[Opening Source material section]

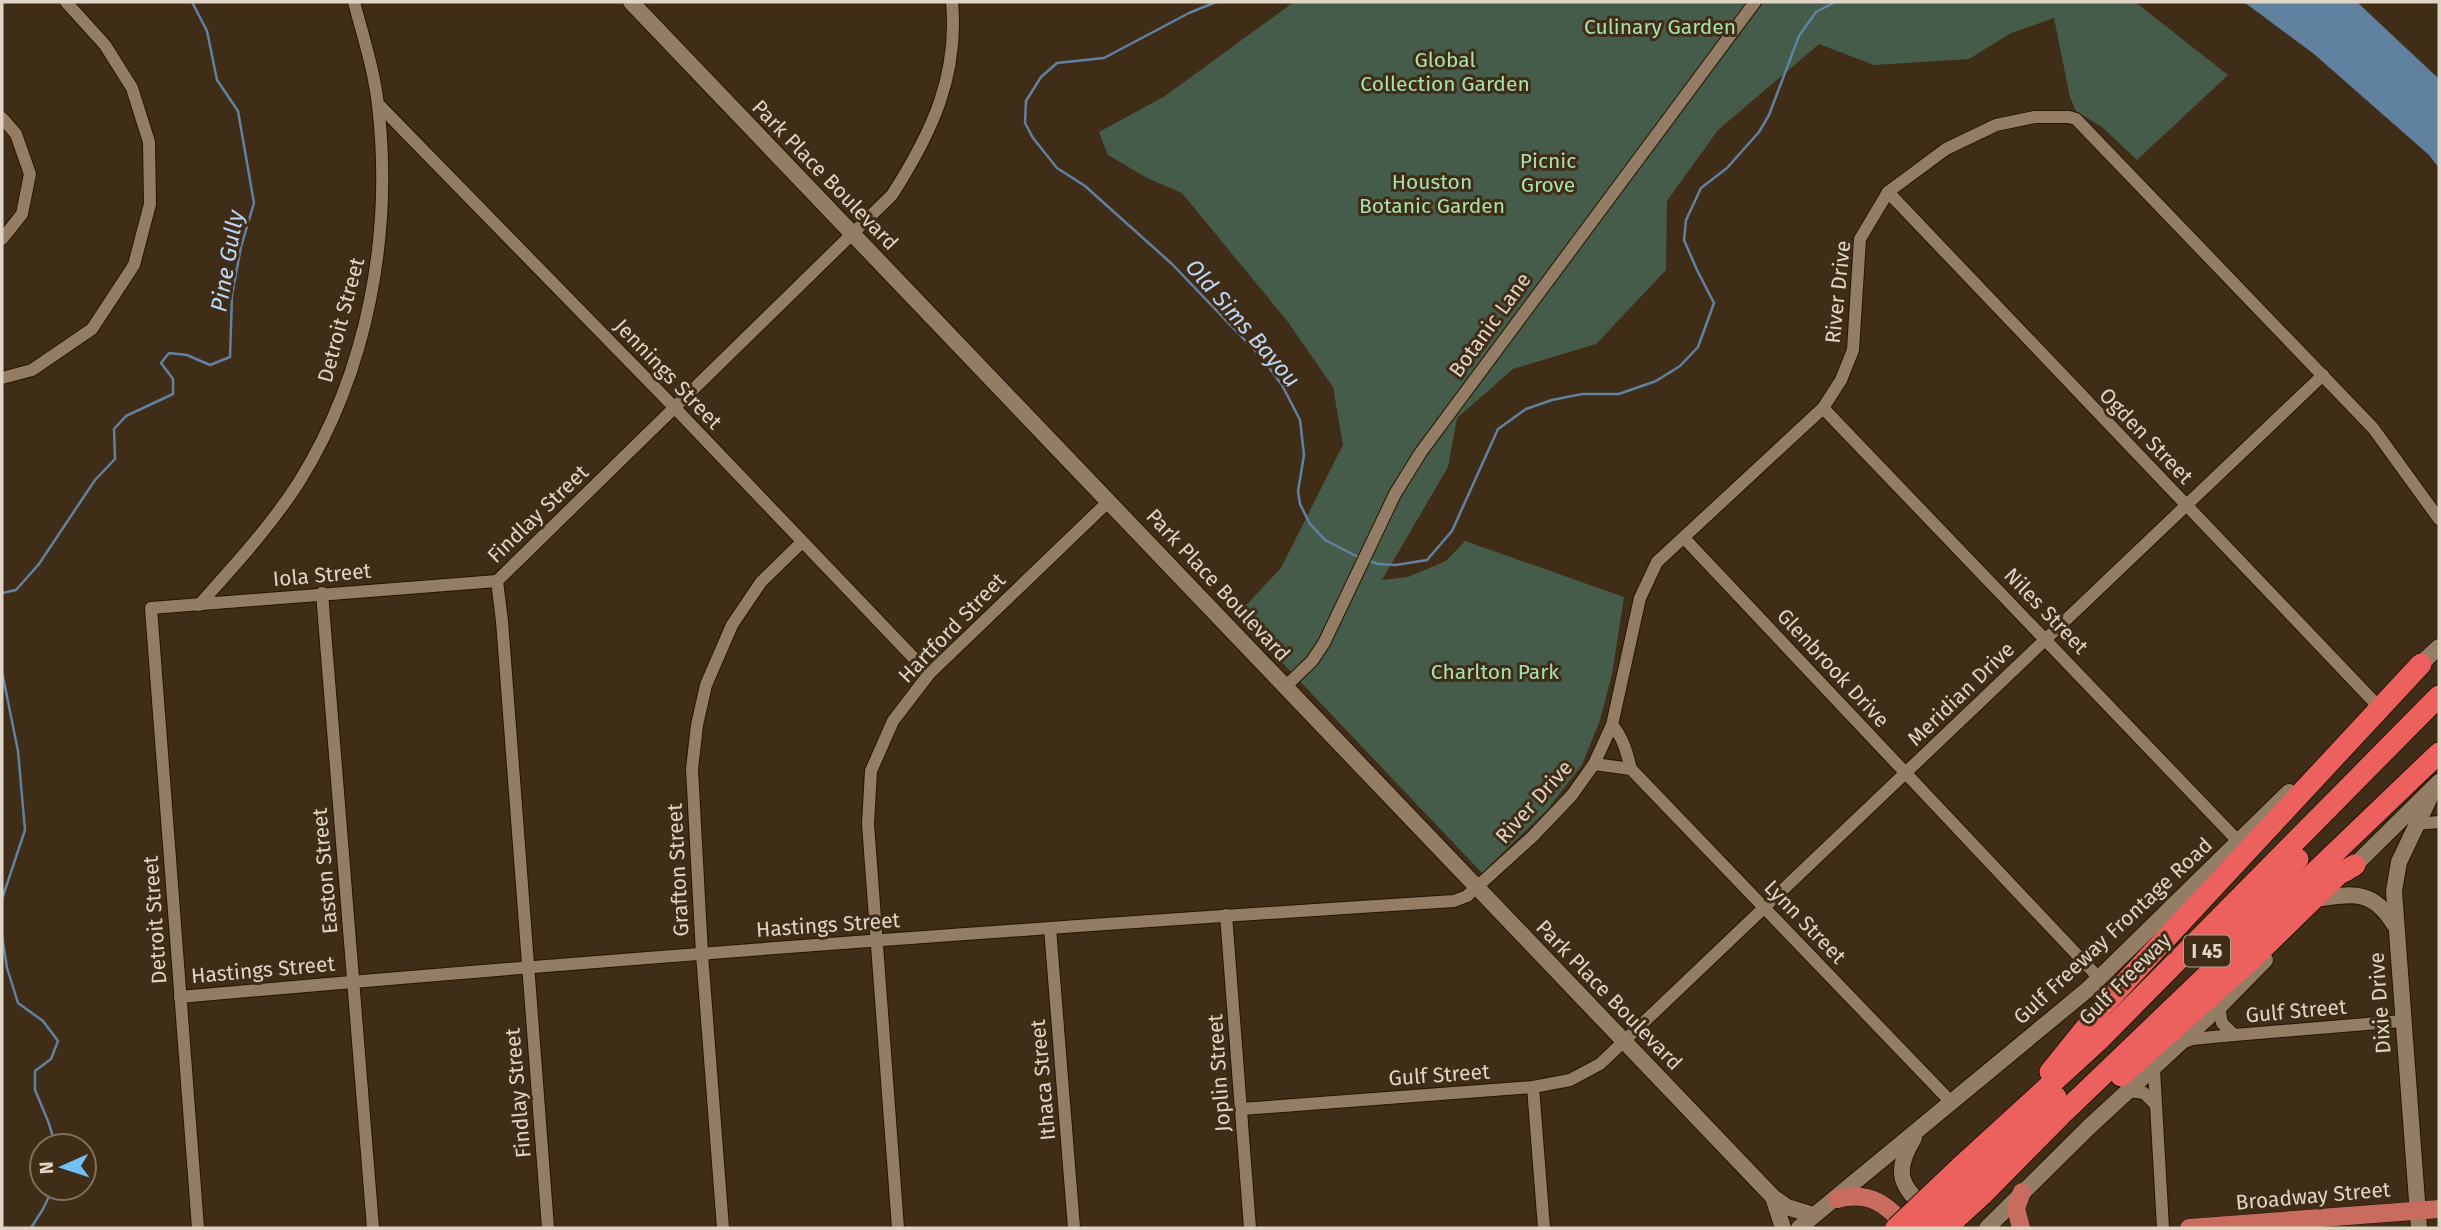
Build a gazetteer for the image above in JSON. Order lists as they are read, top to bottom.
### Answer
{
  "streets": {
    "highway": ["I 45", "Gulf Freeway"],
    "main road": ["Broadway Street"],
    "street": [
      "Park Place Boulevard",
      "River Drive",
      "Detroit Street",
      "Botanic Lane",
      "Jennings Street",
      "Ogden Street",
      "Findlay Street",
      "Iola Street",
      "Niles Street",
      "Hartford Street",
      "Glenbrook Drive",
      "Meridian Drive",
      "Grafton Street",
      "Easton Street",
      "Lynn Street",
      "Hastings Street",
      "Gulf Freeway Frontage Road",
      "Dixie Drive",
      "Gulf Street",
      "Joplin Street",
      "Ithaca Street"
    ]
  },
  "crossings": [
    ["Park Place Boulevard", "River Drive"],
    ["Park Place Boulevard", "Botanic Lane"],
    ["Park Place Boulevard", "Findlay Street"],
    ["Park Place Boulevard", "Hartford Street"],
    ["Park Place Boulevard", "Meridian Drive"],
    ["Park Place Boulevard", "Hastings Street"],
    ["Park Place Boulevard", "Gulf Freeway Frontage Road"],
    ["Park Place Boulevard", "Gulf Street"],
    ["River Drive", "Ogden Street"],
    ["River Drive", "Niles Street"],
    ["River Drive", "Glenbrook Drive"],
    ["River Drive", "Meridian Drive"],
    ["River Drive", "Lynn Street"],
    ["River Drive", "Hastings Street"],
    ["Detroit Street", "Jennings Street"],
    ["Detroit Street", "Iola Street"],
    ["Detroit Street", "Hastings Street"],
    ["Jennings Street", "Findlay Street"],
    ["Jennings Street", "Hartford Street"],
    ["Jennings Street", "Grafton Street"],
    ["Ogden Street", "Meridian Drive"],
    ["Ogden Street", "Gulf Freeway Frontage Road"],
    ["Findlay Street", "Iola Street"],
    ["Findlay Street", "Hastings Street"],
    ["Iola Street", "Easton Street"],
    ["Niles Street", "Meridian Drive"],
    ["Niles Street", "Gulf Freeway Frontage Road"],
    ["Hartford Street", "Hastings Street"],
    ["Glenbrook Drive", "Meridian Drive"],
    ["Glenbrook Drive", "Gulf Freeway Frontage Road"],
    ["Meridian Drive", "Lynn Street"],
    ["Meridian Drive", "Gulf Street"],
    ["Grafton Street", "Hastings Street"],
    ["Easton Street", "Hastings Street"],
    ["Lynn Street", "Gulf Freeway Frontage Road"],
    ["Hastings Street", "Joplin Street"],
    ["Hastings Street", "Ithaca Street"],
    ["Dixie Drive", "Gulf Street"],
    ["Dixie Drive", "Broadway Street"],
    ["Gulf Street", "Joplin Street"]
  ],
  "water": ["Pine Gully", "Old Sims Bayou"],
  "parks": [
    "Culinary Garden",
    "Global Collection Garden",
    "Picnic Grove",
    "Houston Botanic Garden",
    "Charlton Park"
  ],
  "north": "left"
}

[Closing Source material section]

*Work item*: Among the records, find every line holding the word "Findlay" and copy it.

*Output for this exercise*:
      "Findlay Street",
    ["Park Place Boulevard", "Findlay Street"],
    ["Jennings Street", "Findlay Street"],
    ["Findlay Street", "Iola Street"],
    ["Findlay Street", "Hastings Street"],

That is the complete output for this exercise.